Complementing our qualitative observation of nanoparticle accumulation, ICP-AES measurements seen in figure 2d of excised skin 24 hours post-injection (HPI) indicate that nanoparticle accumulation is linearly related to injection dose for concentrations between 0.07–6.64 pmol gBW−1. Measurements of nanoparticle content in blood (Supplementary Fig. 4) also confirmed that the nanoparticles measured in skin samples were representative of skin accumulation and not nanoparticles circulating in superficial blood vessels. The kinetics for our highest injection dose revealed that skin retention of our blood circulating nanoparticles peaked at 24 HPI and decreased to a plateau concentration of 1.7 ± 0.6% dose g−1 skin over 21 days (figure 2e). This decrease coincided with a cumulative increase of nanoparticles in the axillary, brachial, and inguinal lymph nodes at 72 HPI (figure 2f).
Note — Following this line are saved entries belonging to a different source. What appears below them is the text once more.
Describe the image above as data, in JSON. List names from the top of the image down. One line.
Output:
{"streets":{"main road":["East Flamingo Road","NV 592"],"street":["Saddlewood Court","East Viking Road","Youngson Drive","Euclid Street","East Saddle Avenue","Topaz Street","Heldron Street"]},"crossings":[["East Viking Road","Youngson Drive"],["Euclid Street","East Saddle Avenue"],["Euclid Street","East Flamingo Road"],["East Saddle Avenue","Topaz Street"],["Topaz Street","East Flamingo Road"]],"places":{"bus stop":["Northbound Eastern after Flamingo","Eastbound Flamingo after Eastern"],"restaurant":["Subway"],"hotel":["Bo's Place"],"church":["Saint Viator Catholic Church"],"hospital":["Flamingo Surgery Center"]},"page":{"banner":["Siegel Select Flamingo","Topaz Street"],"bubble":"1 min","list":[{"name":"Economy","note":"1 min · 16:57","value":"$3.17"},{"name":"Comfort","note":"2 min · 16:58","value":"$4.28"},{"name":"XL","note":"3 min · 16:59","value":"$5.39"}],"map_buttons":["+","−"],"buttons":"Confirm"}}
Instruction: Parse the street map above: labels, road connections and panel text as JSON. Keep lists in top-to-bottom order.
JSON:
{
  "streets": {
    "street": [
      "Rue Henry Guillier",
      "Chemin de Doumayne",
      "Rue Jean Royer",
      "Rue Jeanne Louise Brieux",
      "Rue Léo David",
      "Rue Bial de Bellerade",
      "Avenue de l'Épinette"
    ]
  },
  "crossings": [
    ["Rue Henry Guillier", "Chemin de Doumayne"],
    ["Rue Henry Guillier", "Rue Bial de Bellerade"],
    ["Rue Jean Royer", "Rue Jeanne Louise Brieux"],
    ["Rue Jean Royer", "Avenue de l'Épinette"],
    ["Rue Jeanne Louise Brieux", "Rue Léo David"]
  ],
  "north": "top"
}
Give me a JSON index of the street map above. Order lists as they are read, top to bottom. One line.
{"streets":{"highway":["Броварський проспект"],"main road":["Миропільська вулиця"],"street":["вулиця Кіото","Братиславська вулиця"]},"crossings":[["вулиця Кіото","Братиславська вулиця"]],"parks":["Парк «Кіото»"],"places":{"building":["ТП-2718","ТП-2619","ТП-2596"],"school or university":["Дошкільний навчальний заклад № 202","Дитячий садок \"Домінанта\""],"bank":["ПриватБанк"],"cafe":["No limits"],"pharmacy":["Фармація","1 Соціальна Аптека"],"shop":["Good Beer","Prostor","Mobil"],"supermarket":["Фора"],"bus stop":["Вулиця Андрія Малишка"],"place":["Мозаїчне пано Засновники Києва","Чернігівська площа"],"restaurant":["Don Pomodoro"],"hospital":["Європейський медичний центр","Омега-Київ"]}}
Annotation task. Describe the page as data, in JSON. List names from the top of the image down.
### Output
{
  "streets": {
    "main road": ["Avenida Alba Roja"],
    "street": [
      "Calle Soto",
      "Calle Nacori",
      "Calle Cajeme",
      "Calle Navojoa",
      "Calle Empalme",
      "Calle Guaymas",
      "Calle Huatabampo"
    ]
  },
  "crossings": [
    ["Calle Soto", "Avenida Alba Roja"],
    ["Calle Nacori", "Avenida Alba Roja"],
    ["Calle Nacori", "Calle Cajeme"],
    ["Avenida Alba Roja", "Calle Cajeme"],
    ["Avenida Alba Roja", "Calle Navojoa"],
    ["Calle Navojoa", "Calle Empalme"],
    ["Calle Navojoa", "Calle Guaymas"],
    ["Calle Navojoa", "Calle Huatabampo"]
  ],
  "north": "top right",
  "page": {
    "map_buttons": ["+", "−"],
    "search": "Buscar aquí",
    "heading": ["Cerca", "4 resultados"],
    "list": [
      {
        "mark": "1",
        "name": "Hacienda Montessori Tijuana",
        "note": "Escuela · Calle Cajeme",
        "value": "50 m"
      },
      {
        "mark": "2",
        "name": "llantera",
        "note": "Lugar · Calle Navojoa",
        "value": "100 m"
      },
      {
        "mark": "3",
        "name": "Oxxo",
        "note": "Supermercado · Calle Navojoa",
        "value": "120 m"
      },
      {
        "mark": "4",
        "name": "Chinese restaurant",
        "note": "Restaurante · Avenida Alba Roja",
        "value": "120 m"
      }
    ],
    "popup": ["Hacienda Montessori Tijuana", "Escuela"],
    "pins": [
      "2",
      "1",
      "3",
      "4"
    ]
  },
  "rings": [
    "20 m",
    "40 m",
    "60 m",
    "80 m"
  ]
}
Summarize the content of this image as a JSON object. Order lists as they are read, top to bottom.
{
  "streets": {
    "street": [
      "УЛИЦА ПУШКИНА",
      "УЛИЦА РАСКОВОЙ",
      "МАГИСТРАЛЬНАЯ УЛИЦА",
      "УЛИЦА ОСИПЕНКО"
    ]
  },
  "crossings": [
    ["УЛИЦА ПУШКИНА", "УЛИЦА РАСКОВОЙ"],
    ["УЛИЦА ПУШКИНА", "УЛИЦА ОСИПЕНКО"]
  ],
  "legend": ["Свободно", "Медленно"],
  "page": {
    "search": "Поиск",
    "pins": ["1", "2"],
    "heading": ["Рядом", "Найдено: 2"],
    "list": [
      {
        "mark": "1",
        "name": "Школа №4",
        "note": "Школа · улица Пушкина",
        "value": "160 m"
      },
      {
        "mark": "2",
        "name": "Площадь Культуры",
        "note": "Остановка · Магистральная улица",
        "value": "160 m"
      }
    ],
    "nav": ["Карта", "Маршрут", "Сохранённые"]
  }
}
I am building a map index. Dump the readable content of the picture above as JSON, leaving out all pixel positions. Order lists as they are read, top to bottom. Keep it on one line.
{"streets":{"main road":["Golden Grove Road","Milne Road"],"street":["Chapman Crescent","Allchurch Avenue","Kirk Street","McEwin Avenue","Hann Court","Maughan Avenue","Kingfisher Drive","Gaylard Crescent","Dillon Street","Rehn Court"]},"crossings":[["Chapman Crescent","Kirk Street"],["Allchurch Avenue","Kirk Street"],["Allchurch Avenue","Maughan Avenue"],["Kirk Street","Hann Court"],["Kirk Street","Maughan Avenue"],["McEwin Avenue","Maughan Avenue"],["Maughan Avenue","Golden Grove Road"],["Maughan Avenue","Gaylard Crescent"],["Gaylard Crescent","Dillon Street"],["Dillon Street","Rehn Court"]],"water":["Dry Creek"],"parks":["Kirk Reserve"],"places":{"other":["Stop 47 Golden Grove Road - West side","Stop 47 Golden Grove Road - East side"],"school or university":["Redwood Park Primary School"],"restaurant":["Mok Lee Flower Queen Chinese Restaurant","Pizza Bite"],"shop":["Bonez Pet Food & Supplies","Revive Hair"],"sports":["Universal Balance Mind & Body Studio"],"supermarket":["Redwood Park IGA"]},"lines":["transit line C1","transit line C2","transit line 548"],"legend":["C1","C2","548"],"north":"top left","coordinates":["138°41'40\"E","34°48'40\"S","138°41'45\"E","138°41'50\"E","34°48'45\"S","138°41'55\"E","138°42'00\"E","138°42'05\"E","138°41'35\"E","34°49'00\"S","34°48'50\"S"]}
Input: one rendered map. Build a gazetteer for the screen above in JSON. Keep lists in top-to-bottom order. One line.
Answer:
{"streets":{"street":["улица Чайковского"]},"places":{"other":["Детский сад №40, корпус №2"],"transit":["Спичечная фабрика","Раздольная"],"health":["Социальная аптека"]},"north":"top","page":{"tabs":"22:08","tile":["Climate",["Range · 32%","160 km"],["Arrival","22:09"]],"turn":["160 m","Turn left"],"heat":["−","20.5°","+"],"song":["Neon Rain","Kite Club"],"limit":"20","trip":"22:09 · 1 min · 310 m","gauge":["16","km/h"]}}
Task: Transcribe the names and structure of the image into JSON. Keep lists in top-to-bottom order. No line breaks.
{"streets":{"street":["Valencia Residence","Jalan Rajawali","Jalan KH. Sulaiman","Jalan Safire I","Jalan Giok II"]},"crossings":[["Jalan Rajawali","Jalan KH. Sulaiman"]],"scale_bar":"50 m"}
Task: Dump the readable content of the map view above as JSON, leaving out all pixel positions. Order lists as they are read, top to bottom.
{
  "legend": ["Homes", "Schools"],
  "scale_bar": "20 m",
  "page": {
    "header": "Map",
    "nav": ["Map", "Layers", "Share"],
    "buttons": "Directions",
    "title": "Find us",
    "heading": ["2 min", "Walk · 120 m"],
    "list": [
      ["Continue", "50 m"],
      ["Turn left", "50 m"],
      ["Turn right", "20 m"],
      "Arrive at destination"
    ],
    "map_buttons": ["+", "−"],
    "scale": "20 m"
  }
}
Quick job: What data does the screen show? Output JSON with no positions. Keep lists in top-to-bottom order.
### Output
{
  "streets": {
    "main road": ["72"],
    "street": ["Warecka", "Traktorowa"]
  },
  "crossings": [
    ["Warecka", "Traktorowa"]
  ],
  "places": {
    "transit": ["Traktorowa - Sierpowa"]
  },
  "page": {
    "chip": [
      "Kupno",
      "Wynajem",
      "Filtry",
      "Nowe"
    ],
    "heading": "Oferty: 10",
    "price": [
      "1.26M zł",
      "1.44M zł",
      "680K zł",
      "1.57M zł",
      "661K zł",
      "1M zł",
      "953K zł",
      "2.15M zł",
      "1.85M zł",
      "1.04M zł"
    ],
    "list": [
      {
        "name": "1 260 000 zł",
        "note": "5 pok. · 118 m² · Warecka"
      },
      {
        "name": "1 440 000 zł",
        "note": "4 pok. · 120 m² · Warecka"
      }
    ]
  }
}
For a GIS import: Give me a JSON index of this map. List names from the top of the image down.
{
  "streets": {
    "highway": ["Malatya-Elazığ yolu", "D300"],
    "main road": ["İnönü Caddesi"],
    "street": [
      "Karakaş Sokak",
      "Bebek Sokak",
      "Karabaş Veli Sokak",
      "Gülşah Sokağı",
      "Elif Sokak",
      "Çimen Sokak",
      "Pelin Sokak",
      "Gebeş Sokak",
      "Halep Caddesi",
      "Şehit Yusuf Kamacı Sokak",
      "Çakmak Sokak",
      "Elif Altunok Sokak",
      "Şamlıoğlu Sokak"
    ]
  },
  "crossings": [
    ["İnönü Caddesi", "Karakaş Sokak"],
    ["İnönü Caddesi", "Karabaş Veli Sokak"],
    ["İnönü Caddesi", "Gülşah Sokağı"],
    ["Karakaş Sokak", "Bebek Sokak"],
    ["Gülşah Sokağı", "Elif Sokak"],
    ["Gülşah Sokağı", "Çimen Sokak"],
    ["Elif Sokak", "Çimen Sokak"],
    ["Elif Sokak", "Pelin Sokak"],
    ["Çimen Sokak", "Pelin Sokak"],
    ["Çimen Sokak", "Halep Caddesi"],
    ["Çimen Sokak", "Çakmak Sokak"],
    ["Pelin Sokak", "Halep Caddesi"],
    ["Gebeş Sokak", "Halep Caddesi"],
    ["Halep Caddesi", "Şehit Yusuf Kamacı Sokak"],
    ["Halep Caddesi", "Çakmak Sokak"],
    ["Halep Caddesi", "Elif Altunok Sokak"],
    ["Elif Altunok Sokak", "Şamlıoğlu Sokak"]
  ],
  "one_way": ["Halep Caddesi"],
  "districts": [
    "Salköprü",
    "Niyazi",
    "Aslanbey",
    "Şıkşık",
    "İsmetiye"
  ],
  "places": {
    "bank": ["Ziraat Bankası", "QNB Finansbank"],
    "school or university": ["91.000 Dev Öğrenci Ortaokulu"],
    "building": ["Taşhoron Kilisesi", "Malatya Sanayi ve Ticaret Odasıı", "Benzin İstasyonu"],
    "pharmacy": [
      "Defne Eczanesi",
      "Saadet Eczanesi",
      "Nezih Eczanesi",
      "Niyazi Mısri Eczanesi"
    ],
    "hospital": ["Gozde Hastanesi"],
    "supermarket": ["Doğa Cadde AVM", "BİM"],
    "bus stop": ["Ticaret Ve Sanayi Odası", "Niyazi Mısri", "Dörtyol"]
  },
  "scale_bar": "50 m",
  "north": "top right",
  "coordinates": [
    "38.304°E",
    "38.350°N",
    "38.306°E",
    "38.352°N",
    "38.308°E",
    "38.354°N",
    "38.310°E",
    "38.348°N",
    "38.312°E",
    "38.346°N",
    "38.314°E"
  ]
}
As dendritic cells are replaced from the dermis every 72 hours20, our findings imply that skin-accumulating nanoparticles are partially cleared by transport to the lymphatic system and affirm that the observed skin color change was directly associated with nanoparticles rather than the permanent hyperpigmentation caused by elemental ions21,22 which are known to chelate with melanin23 and accumulate dermally in patients afflicted with argyria24 and chrysiasis25. The fate of gold nanoparticles within the lymphatic system remains unclear and will be investigated in future studies.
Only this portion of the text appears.